Re: git over webdav: what can I do for improving http-push ?

Jan Hudec <bulb@xxxxxx> · Thu, 3 Jan 2008 22:15:21 +0100

On Thu, Jan 03, 2008 at 20:14:09 +0100, Grégoire Barbier wrote:
> Jan Hudec a écrit :
[...]
>> It is what bzr and mercurial do and I think it would be quite good way to go
>> for cases like this.
> Ok, I will have to look at bzr and mercurial...

Bzr is quite far, design-wise, I fear. The mercurial might be a little more
interesting to study, but being in python and internally somewhat
file-oriented, I wouldn't think it is of much use.

You should start with upload, leaving the download direction to the dumb
machinery git currently uses.

[...]
>> I have also thought about optimizing download using CGI, but than I thought,
>> that maybe there is a way to statically generate packs so, that if the client
>> wants n revisions, the number of revisions it downloads is O(n) and the
>> number of packs it gets them from (and thus number of round-trips) is
>> O(log(n)). Assuming the client always wants everything up to the tip, of
>> course. Now this is trivial with linear history (pack first half, than half
>> of what's left, etc., gives logarithmic number of packs and you always
>> download at most twice as much as you need), but it would be nice if somebody
>> found a way (even one that satisfies the conditions on average only) to do
>> this with non-linear history, it would be very nice improvement to the http
>> download -- native git server optimizes amount of data transfered very well,
>> but at the cost of quite heavy CPU load on the server.
>>   
> Well... frankly I don't think I'm able of such things.
> Writing a walker over webdav or  a simple cgi is a thing I can do (I 
> think),  but I'm not tought enough (or not ready to take the time needed) 
> to have a look on the internals of packing revisions (whereas I can imagine 
> it would means that "my" walker would be suitable only for small projects 
> in terms of code amount and commit frequency).
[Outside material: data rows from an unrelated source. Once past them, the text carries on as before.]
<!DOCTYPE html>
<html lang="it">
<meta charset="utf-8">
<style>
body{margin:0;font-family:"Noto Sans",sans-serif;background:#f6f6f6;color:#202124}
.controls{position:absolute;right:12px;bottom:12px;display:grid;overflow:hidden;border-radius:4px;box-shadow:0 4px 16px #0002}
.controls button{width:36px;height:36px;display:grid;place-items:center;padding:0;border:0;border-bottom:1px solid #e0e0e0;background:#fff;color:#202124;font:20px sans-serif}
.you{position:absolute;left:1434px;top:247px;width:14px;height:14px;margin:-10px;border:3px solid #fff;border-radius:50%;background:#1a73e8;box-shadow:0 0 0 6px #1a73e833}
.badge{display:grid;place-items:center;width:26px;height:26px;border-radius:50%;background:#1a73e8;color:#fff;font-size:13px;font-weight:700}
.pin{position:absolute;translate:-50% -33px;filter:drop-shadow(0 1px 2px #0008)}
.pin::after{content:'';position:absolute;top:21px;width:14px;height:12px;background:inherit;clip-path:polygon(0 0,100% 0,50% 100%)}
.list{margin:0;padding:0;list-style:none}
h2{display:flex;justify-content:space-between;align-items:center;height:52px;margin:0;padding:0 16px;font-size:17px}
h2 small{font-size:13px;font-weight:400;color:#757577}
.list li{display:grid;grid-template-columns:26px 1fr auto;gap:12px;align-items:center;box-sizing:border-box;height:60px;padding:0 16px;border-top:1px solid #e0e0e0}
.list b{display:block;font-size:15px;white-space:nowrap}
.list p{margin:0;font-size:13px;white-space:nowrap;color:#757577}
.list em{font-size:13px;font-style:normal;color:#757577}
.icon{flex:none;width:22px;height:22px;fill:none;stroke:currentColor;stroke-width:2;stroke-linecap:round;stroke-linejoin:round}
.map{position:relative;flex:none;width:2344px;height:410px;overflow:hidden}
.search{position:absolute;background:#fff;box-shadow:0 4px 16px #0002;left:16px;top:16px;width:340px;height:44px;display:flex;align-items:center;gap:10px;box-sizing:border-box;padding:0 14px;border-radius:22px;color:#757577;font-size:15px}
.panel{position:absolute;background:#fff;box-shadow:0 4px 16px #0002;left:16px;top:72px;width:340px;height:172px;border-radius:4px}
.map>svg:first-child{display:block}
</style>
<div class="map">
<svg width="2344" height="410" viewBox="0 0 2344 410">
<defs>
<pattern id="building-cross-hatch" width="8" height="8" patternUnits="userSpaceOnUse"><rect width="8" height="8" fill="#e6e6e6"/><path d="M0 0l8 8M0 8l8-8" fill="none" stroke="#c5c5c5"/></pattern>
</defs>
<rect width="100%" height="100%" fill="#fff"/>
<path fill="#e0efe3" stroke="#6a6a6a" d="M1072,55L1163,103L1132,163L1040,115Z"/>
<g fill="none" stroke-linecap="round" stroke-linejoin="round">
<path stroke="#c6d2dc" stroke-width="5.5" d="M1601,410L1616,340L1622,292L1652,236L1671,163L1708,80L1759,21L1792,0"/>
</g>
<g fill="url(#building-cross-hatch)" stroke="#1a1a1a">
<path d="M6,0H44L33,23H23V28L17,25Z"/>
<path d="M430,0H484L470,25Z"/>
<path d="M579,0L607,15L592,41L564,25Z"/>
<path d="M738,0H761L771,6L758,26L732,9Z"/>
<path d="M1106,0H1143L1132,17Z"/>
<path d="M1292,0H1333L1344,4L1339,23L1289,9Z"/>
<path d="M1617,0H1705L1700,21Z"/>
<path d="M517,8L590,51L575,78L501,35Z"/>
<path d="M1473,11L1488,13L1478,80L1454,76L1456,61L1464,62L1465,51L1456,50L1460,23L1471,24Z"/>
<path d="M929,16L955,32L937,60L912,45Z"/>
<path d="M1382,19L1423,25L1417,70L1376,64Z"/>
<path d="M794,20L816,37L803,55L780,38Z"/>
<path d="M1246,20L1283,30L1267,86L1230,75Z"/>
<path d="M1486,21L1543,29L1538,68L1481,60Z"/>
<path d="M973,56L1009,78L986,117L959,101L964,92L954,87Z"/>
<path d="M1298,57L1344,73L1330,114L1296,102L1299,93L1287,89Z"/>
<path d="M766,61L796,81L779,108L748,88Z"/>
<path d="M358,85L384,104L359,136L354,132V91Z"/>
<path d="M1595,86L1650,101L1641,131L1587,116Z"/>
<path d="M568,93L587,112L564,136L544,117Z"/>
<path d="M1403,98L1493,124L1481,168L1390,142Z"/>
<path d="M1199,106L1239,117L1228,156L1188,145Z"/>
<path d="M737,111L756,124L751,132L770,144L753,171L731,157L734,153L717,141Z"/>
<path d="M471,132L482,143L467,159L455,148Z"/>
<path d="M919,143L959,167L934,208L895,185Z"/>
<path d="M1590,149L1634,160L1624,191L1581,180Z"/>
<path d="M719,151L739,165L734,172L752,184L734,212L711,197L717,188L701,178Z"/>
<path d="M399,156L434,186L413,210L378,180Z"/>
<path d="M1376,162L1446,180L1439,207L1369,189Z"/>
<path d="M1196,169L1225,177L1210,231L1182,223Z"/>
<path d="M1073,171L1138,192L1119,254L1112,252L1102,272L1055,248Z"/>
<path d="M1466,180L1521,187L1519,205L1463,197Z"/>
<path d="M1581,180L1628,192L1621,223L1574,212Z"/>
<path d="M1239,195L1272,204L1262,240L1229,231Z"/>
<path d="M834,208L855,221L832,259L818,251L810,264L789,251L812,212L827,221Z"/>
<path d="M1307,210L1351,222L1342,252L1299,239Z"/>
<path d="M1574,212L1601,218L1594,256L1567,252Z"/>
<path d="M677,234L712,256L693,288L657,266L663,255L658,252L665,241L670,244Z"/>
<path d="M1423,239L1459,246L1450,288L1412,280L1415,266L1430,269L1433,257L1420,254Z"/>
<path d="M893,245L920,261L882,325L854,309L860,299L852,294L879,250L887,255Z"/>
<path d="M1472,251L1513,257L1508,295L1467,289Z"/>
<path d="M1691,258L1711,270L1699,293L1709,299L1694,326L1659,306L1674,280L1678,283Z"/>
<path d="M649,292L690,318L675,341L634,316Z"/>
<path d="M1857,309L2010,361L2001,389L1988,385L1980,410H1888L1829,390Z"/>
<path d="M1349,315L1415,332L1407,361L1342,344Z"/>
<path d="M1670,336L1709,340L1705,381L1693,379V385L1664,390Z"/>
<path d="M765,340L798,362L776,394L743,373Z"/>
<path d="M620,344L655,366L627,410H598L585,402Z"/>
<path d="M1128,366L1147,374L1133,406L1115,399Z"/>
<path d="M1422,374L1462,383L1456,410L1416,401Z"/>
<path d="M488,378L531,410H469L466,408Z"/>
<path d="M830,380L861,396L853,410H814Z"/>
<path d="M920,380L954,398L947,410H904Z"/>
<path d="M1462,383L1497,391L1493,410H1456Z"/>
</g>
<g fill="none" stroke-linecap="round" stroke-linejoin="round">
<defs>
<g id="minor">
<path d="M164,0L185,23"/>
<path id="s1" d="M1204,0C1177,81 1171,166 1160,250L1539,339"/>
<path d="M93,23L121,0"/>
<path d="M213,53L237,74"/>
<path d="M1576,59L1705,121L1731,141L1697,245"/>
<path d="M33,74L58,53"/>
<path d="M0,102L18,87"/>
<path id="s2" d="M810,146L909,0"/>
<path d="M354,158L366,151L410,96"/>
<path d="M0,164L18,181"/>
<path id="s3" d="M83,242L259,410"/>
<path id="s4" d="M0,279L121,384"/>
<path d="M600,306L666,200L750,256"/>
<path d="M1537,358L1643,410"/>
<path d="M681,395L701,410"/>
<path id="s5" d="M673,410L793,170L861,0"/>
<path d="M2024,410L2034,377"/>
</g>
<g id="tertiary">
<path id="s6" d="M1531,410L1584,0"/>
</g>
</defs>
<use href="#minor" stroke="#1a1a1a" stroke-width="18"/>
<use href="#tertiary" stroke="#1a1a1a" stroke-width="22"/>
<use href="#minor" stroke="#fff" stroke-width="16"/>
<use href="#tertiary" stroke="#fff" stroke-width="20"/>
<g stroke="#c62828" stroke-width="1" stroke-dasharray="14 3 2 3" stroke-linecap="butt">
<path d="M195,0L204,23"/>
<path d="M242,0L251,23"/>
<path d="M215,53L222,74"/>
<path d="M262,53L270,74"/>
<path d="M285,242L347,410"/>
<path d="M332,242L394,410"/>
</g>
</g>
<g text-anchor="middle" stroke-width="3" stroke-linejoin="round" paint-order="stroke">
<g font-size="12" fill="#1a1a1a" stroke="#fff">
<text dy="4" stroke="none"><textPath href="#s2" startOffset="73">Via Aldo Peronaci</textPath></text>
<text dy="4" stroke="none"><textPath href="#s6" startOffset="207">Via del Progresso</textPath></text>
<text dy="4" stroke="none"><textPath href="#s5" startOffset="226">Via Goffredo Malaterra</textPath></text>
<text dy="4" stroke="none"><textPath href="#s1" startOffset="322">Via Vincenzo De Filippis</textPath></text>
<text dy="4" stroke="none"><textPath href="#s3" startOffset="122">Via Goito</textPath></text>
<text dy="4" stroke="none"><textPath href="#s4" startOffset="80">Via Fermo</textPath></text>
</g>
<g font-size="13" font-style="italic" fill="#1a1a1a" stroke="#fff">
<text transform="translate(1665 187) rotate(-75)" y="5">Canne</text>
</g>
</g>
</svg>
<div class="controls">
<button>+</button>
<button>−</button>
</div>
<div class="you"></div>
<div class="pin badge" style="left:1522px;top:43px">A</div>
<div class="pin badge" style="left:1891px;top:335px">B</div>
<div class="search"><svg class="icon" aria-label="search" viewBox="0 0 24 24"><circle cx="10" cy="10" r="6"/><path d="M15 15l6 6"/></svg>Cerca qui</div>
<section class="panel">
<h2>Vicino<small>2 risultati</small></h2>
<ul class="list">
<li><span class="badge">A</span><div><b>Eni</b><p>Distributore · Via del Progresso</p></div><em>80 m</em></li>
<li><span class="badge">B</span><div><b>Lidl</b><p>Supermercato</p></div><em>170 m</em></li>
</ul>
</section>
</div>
Well, it does not depend on the walker -- the walker is quite simple and
already written anyway.

> I had a quick look on bzr and hg, and it seems that bzr use the easy way 
> (walker, no optimizations)

That's not quite true -- bzr has both dumb (walker over plain HTTP) and smart
(CGI) methods. But their CGI is really just tunelling their custom protocol
over HTTP and that protocol will not be anywhere near what we want for git
because of vastly different design of the storage.

> and hg a cgi (therefore, maybe optimizations). 
> By quick look I mean that I sniff the HTTP queries on the network during a 
> clone. I need to look harder...

Yes, mercurial uses a CGI. But I am not sure how similar their approach is to
anything that would make sense for git, so looking at the details might or
might not be useful.

> BTW I never looked at the git:// protocol. Do you think that by tunneling 
> the git protocol in a cgi (hg uses URLs of the form 
> "/mycgi?cmd=mycommand&...", therefore I think "tunnel" is not a bad 
> word...) the performance would be good?

It would be pretty hard to tunnel it and it would loose all it's nice
properties. The git protocol, for pull, basically works like this:

 - server sends a list of it's refs
 - client tells server which ones it wants
 - client starts listing revisions it has, newest to oldest
 - server tells client whenever it finds common ancestor with one of the
   heads desired
 - client restarts the listing from next ref
 - server starts sending the data when client runs out of refs to list

The main point about the protocol is, that the client is listing the refs, as
fast as it can and server will stop it when it sees a revision it knows.
Therefore there will only be one round-trip to discover each common ancestor.

However, you can't do this over HTTP, because response won't be started until
the request is received. You could be sending a lot of smallish requests and
quick, often empty, responses to them. However, that will waste a lot of
bandwidth (because of the HTTP overhead) and loose much of the speed anyway.
Also the HTTP protocol is stateless, but this is inherently stateful, so you
would have to work that around somehow too. Therefore a different approach is
preferable on HTTP.

Now to keep it stateless, I thought that:
 - client would first ask for list of refs
 - client would than ask for pack containing the first ref
 - server would respond with pack containing just that commit plus all
   objects that are not referenced by any of it's parents
 - if client does not have it's parent, it would ask for pack containing that
 - since it's second request, server would pack 2 revisions (with necessary
   objects) this time
 - if client still does not have all parents, it would again ask for a pack,
   receiving 4 revisions this time (next 8, 16, etc...)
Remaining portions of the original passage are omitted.